● Exercise data
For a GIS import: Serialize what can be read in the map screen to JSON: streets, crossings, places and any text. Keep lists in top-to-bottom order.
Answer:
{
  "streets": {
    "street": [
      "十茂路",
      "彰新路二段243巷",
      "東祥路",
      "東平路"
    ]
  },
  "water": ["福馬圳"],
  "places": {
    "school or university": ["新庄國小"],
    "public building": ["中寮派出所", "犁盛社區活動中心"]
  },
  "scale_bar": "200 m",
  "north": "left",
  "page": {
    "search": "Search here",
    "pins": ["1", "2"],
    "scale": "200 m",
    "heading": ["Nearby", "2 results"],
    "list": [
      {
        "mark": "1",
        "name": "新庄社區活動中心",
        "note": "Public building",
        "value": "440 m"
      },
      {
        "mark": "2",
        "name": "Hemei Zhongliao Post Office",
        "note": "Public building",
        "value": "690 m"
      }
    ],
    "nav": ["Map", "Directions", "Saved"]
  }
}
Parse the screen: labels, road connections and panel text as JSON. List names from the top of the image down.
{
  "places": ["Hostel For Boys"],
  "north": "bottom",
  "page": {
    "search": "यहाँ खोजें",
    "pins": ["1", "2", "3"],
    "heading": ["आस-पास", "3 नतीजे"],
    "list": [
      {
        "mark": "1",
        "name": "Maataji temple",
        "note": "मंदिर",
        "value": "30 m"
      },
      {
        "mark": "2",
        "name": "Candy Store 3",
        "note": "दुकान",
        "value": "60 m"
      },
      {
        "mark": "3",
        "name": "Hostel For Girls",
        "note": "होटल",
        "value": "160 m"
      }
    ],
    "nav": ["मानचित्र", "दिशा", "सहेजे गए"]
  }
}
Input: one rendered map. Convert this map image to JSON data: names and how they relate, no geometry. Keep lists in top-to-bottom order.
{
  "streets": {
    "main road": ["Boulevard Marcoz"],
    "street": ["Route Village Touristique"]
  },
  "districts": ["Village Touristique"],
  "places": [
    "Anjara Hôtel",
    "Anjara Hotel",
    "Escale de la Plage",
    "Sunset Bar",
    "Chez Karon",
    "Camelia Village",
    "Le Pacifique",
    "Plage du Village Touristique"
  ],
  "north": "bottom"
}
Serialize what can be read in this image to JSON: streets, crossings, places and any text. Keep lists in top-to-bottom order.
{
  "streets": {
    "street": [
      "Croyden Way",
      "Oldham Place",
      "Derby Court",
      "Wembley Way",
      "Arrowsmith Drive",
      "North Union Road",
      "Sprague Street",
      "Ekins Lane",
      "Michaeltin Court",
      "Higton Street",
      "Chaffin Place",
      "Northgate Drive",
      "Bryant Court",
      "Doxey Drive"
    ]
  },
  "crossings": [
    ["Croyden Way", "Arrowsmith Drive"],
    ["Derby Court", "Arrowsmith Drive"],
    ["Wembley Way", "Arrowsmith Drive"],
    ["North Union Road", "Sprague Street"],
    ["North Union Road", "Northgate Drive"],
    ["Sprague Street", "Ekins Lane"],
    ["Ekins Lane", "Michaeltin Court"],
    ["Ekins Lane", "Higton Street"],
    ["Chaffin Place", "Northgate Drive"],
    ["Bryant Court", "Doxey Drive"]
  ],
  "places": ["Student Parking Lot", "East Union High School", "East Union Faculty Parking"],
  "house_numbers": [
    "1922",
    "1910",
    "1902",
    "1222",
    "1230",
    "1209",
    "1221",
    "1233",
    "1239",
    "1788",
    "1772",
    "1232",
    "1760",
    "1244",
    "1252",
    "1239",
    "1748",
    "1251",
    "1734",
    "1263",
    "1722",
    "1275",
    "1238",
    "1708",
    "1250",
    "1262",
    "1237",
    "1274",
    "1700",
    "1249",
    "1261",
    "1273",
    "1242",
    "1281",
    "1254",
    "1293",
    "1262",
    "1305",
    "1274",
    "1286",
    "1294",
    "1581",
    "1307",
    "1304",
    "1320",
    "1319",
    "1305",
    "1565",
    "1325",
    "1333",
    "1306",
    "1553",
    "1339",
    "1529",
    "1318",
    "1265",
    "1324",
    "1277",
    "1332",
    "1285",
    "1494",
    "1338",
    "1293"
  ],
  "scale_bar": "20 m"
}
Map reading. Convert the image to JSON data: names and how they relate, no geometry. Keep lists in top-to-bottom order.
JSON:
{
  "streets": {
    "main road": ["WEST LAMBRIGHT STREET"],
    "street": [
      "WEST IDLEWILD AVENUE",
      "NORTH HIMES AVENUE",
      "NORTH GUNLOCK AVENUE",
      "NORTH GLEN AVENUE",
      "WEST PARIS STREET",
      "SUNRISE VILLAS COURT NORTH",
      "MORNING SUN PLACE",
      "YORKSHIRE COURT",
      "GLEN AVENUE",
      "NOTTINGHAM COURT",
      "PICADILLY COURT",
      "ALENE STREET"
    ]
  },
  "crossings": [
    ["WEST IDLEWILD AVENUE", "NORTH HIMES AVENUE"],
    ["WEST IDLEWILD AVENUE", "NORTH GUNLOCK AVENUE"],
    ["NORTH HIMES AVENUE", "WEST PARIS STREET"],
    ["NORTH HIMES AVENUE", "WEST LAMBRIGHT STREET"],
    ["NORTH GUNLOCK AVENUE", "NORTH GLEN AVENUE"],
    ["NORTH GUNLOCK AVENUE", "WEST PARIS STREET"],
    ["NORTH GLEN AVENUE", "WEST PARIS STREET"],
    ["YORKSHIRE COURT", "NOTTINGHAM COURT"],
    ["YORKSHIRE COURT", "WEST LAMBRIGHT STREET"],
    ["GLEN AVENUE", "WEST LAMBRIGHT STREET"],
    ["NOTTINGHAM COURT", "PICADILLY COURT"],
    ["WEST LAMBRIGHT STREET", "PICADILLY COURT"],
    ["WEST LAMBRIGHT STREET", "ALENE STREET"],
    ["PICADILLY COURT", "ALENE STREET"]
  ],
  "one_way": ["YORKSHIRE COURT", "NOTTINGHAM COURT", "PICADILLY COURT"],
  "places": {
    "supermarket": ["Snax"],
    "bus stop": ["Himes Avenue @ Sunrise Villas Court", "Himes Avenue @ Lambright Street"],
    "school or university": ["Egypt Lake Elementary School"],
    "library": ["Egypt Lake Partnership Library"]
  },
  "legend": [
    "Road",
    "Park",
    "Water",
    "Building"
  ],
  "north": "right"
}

● What you are asked to do
Among the lines of the data, identify those with the word "geometry". Copy each of them.

● Written response
Input: one rendered map. Convert this map image to JSON data: names and how they relate, no geometry. Keep lists in top-to-bottom order.
Map reading. Convert the image to JSON data: names and how they relate, no geometry. Keep lists in top-to-bottom order.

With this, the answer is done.